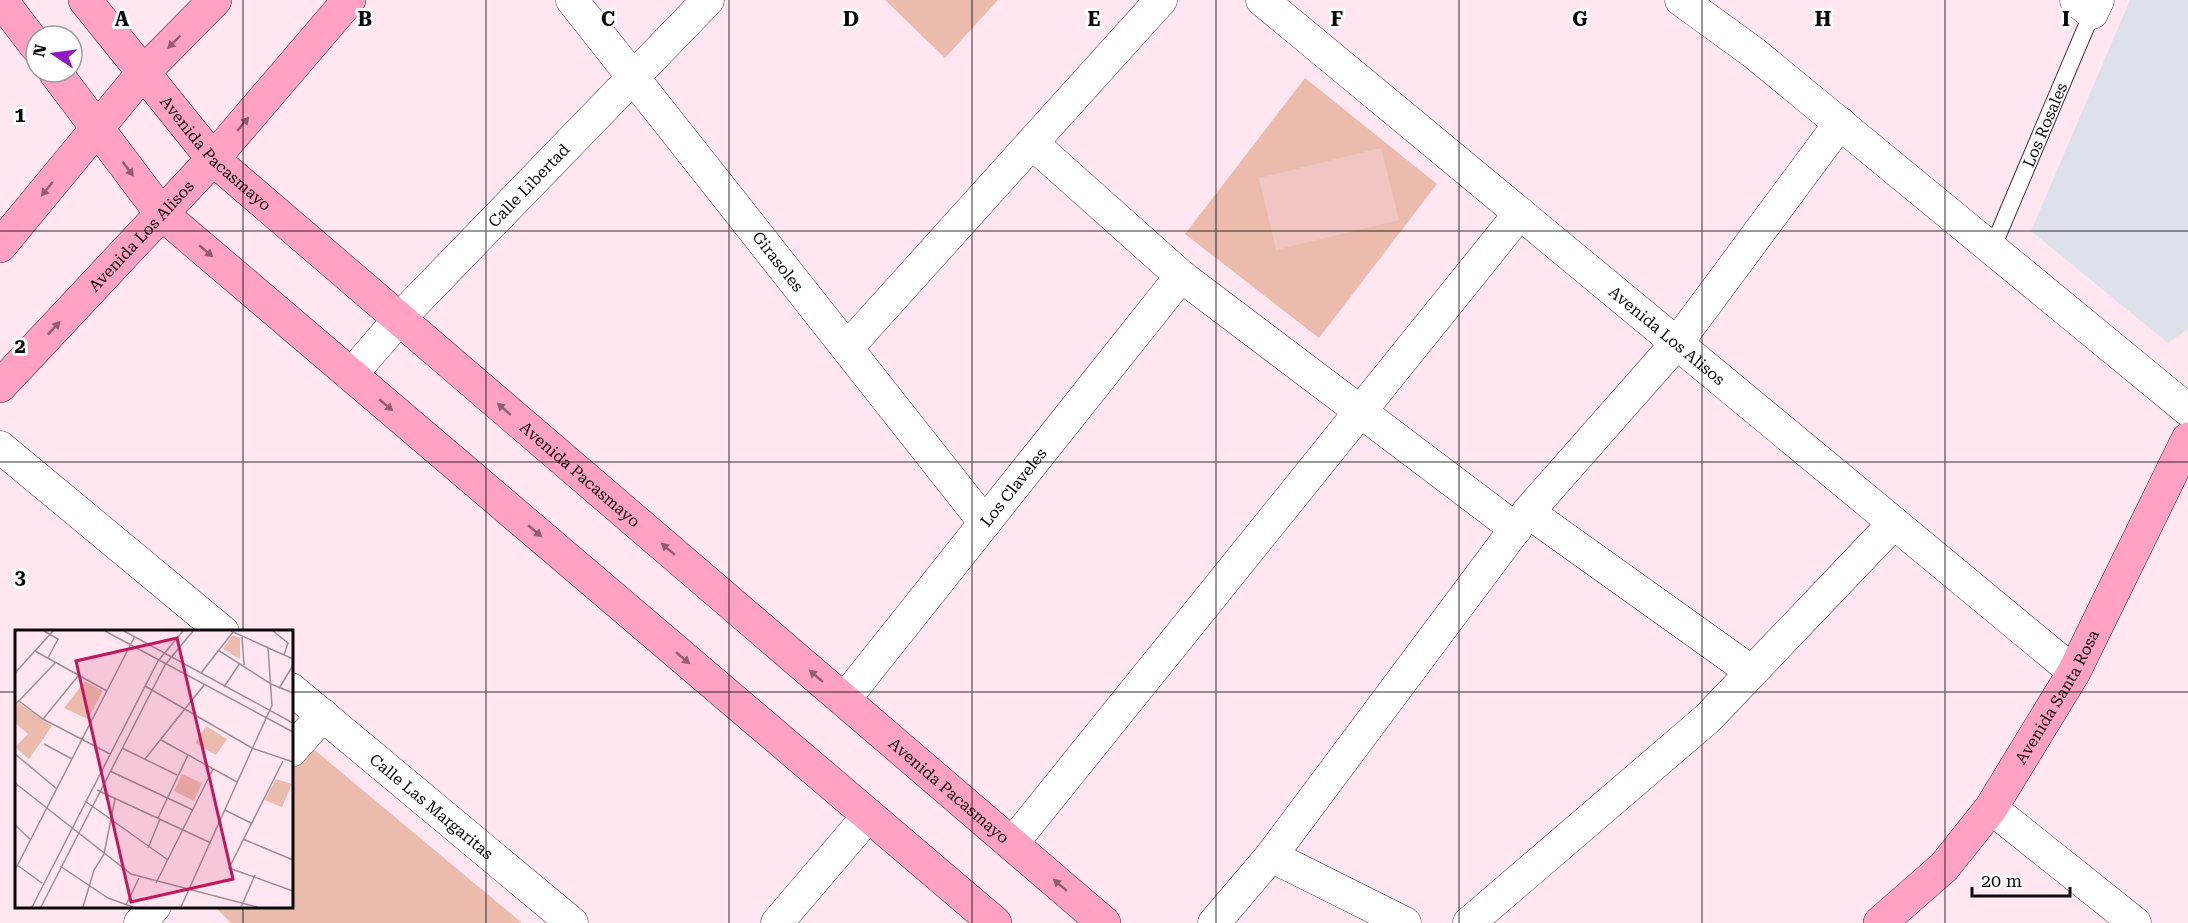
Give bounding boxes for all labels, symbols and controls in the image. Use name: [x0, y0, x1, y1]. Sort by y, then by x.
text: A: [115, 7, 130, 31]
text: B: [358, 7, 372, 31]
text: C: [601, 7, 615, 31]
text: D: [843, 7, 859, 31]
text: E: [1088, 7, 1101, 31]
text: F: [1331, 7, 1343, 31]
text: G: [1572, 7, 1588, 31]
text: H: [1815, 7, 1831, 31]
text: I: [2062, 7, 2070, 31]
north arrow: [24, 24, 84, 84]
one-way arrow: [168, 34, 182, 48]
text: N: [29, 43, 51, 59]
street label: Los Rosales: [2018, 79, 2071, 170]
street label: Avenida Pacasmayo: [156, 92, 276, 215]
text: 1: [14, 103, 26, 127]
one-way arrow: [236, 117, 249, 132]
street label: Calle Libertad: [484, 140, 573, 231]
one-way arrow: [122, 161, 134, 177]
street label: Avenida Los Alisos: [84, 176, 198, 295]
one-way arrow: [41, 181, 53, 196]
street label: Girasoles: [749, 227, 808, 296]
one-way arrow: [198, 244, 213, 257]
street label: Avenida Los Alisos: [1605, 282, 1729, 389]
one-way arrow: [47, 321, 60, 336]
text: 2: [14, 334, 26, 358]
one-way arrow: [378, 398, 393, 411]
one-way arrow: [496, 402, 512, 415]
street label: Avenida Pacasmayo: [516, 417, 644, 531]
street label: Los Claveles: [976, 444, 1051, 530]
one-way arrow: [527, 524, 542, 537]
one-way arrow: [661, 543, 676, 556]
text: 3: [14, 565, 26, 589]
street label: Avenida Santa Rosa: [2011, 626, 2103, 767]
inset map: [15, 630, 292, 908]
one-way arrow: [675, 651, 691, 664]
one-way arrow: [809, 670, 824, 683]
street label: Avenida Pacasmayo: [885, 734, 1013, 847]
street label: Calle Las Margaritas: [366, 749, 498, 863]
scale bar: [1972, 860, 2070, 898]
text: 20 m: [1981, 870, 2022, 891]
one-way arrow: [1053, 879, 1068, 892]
= = = =
PROMPT:
I'd like the material repeated word for word, without the pictures it holds.

RESPONSE TO THE EXERCISE:
Give bounding boxes for all labels, symbols and controls in the image. Use name: [x0, y0, x1, y1]. Sort by y, then by x.
text: A: [115, 7, 130, 31]
text: B: [358, 7, 372, 31]
text: C: [601, 7, 615, 31]
text: D: [843, 7, 859, 31]
text: E: [1088, 7, 1101, 31]
text: F: [1331, 7, 1343, 31]
text: G: [1572, 7, 1588, 31]
text: H: [1815, 7, 1831, 31]
text: I: [2062, 7, 2070, 31]
north arrow: [24, 24, 84, 84]
one-way arrow: [168, 34, 182, 48]
text: N: [29, 43, 51, 59]
street label: Los Rosales: [2018, 79, 2071, 170]
street label: Avenida Pacasmayo: [156, 92, 276, 215]
text: 1: [14, 103, 26, 127]
one-way arrow: [236, 117, 249, 132]
street label: Calle Libertad: [484, 140, 573, 231]
one-way arrow: [122, 161, 134, 177]
street label: Avenida Los Alisos: [84, 176, 198, 295]
one-way arrow: [41, 181, 53, 196]
street label: Girasoles: [749, 227, 808, 296]
one-way arrow: [198, 244, 213, 257]
street label: Avenida Los Alisos: [1605, 282, 1729, 389]
one-way arrow: [47, 321, 60, 336]
text: 2: [14, 334, 26, 358]
one-way arrow: [378, 398, 393, 411]
one-way arrow: [496, 402, 512, 415]
street label: Avenida Pacasmayo: [516, 417, 644, 531]
street label: Los Claveles: [976, 444, 1051, 530]
one-way arrow: [527, 524, 542, 537]
one-way arrow: [661, 543, 676, 556]
text: 3: [14, 565, 26, 589]
street label: Avenida Santa Rosa: [2011, 626, 2103, 767]
inset map: [15, 630, 292, 908]
one-way arrow: [675, 651, 691, 664]
one-way arrow: [809, 670, 824, 683]
street label: Avenida Pacasmayo: [885, 734, 1013, 847]
street label: Calle Las Margaritas: [366, 749, 498, 863]
scale bar: [1972, 860, 2070, 898]
text: 20 m: [1981, 870, 2022, 891]
one-way arrow: [1053, 879, 1068, 892]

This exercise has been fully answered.